News Feature | August 25, 2015

Healthcare Innovation More Than Smart Phone Apps

Christine Kern

By Christine Kern, contributing writer

Telemedicine

Study shows that healthcare needs to learn how to rapidly test ideas in the real world

A recent Perspectives article by innovation experts from the Perelman School of Medicine and the Wharton School at the University of Pennsylvania has suggested innovation can achieve meaningful outcomes most efficiently by rapidly testing ideas in the real world. The article, Innovation as Discipline, Not Fad, was published in the New England Journal of Medicine and asserts clinicians need to look beyond innovation as a fad and understand that it can have wide-ranging significance when approached properly.

In an interview with The LDI Health Economist, Asch said, “Many believe the process of healthcare innovation is the process of ideation – of coming up with often-wacky ideas that seem incredibly exciting. But it’s really very different from that; innovation in a healthcare setting is a highly disciplined enterprise involving scientific rigor, testing and implementation. It can seem boring if you think innovation is just about creating trendy smartphone apps.”

“Healthcare innovation is not about iPhone apps. It’s about disciplined approaches to rapidly testing new ideas to promote better patient care,” Asch continued. “We’re moving into an era where ‘getting away’ with as little testing as possible is an essential feature of successful innovation - so long as that testing is done in a real context where the results are believable.”
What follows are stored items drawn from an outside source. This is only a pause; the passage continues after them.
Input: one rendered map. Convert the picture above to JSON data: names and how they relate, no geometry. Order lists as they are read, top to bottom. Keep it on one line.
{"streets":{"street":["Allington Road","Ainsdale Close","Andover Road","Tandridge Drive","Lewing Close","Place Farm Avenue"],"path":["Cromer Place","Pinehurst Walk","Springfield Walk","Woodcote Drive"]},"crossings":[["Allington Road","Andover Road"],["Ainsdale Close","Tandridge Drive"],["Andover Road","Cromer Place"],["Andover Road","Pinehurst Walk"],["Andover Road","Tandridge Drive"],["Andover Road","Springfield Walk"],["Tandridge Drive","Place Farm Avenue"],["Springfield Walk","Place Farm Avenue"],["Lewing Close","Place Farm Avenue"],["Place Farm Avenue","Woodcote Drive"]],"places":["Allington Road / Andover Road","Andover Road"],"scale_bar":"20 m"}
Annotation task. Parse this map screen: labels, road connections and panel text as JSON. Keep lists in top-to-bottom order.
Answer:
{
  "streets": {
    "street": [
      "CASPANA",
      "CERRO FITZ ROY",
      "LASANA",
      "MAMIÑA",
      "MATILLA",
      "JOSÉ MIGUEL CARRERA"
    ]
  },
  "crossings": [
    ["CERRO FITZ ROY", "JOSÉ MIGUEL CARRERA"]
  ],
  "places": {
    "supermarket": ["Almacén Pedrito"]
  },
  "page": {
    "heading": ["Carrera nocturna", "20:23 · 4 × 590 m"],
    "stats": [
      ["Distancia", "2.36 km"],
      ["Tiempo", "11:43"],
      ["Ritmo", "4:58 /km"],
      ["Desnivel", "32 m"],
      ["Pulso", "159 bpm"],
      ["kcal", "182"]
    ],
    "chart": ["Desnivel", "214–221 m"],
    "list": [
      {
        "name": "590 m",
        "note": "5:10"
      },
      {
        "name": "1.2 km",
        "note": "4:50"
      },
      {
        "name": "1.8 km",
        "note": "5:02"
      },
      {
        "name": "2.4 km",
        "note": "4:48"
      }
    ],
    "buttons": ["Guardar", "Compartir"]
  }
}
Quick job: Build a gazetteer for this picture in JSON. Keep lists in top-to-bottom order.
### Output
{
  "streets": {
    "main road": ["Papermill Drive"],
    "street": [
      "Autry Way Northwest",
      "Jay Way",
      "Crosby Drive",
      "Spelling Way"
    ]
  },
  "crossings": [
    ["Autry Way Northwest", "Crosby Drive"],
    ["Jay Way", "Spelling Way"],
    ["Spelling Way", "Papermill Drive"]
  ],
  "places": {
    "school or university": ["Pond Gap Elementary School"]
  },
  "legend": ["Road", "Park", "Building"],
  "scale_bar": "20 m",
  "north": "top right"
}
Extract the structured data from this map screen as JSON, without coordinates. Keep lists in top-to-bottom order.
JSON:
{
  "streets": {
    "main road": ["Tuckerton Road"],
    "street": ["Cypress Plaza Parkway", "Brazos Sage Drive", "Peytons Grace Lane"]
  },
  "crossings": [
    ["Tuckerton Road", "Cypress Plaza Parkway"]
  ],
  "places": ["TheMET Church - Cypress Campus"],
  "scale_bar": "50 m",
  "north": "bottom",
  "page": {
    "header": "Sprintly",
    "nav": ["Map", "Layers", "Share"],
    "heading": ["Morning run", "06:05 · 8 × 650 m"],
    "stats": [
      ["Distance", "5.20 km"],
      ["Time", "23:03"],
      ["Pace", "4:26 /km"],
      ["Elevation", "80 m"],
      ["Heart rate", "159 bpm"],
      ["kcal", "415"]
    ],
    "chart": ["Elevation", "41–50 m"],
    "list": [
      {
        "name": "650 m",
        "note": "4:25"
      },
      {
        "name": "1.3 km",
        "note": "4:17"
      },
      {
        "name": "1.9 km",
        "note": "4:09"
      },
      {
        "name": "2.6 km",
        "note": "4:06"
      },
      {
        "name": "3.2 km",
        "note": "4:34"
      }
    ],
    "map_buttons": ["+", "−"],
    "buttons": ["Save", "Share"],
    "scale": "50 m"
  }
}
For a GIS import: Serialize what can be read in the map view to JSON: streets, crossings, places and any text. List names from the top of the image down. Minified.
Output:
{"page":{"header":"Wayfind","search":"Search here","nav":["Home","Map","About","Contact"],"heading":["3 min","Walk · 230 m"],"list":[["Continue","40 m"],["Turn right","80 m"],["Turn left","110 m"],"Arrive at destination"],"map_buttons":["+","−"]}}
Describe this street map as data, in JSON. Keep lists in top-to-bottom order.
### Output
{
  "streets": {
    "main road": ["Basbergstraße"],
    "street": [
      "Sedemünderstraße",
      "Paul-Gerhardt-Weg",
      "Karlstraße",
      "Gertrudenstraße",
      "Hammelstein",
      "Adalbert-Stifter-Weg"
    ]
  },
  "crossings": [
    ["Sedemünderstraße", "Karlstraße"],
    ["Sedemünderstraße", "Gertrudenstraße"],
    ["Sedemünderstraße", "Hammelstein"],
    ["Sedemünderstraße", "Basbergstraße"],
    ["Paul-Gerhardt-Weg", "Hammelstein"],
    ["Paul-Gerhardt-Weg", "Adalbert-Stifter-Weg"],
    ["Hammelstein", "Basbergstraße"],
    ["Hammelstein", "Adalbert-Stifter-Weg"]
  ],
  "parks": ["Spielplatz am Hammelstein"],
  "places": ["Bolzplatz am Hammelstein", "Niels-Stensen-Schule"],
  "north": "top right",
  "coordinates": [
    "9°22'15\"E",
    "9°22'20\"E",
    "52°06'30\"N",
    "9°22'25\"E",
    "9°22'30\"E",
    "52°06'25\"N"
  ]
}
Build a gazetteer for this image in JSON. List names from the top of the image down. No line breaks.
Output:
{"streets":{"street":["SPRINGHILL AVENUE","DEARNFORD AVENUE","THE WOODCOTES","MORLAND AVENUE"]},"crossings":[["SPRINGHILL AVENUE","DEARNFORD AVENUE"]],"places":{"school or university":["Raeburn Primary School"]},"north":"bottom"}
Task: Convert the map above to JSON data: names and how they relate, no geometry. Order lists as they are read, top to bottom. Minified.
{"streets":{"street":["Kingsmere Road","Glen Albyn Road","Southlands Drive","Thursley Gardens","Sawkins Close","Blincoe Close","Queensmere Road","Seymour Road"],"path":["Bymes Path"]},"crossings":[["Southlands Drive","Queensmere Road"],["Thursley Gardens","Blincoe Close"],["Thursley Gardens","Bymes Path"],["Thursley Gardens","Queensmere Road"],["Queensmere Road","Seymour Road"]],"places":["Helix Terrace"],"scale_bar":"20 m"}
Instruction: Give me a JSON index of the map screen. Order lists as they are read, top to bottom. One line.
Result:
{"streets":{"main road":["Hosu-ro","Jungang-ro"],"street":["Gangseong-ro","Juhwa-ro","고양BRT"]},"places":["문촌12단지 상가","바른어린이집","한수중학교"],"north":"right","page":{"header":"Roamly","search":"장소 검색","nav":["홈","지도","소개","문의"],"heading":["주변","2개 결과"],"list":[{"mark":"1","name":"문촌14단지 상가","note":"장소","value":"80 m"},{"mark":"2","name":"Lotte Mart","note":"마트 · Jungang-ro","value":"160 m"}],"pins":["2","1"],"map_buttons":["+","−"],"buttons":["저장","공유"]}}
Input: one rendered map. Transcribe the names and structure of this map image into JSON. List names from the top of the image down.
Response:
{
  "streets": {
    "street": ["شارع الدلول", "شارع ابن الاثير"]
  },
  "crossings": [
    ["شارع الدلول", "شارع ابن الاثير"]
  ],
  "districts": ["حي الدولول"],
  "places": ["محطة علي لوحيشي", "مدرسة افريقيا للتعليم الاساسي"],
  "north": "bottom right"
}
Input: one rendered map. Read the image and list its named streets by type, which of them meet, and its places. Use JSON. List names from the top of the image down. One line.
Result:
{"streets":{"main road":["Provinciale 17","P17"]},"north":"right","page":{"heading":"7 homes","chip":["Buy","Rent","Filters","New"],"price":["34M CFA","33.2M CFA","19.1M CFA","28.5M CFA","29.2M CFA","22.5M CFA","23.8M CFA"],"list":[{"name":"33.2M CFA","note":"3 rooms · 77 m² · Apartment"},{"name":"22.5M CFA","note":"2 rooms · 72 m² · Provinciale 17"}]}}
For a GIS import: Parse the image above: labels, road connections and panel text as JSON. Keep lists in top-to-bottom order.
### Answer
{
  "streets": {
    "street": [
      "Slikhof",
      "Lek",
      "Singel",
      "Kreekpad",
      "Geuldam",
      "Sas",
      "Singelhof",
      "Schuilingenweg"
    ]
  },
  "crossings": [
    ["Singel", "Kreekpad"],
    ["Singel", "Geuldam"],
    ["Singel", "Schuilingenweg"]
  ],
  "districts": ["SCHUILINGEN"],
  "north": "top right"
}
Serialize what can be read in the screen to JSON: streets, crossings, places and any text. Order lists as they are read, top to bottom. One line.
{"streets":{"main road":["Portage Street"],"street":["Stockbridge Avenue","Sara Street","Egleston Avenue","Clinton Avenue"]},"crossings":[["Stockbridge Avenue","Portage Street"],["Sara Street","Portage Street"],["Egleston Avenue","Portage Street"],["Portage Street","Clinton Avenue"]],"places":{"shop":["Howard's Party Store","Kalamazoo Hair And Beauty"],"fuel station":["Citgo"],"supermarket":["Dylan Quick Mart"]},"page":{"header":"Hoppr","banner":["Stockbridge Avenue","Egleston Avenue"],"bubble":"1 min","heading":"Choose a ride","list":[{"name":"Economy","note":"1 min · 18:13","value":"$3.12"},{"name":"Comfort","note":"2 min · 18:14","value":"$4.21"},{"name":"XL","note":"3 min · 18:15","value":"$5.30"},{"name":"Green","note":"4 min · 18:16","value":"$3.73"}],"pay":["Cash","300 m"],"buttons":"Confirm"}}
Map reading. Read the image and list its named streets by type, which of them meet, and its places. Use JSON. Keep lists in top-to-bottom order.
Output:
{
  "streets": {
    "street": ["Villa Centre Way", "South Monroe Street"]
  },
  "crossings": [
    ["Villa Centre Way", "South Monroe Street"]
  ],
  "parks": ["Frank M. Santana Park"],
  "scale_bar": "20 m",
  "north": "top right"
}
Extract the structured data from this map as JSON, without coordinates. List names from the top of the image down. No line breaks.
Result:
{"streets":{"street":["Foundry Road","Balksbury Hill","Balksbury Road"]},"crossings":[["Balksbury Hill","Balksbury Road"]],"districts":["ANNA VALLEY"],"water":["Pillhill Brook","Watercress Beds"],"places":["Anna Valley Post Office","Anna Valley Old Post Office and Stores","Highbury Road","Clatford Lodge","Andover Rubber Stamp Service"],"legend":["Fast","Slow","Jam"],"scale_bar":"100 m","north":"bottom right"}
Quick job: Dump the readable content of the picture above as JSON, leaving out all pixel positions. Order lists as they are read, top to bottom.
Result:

Co-author Roy Rosin, MBA, chief innovation officer at Penn Medicine added, “In the business world successful innovators have moved away from surveys and focus groups that tell us what people say, and instead have created approaches that reveal what people actually want and actually do.”

In fact, Asch and Rosin feel healthcare can model several techniques from the business world in order to learn quickly at low cost, including “vapor tests,” “fake front ends,” and “fake back ends.”

Vapor tests involve deception by advertising products that never existed in order to gauge their selling potential, and therefore healthcare must deploy them judiciously in order to conform to professional norms. However, if phrased properly, such an approach could help determine the efficiency of offering particular services, according to the authors.

The authors provide an example of how healthcare can use fake front ends, citing The Children’s Hospital of Philadelphia’s recent use of a fake front end to test whether they could safely reduce admissions among sickle cell disease patients who visited the emergency department with fever but low risk for bacterial infection. While all of the patients were actually admitted, physicians were asked to identify which children could safely be sent home, resulting in data that showed that 27 percent of children could safely avoid admission.

Fake back ends and mini-pilots are also innovative methods that can be applied to developments in healthcare.

The authors conclude, “With these techniques, we can test ideas faster and at lower cost to determine which ones work. Some organizations have already improved healthcare by using these methods to identify the intersection of human needs, business viability, and technical feasibility. Collectively, rapid validation techniques make us optimistic about the enduring contribution of healthcare innovation. Other industries have advanced these techniques, but healthcare can adapt them to do much more than just build the next app.”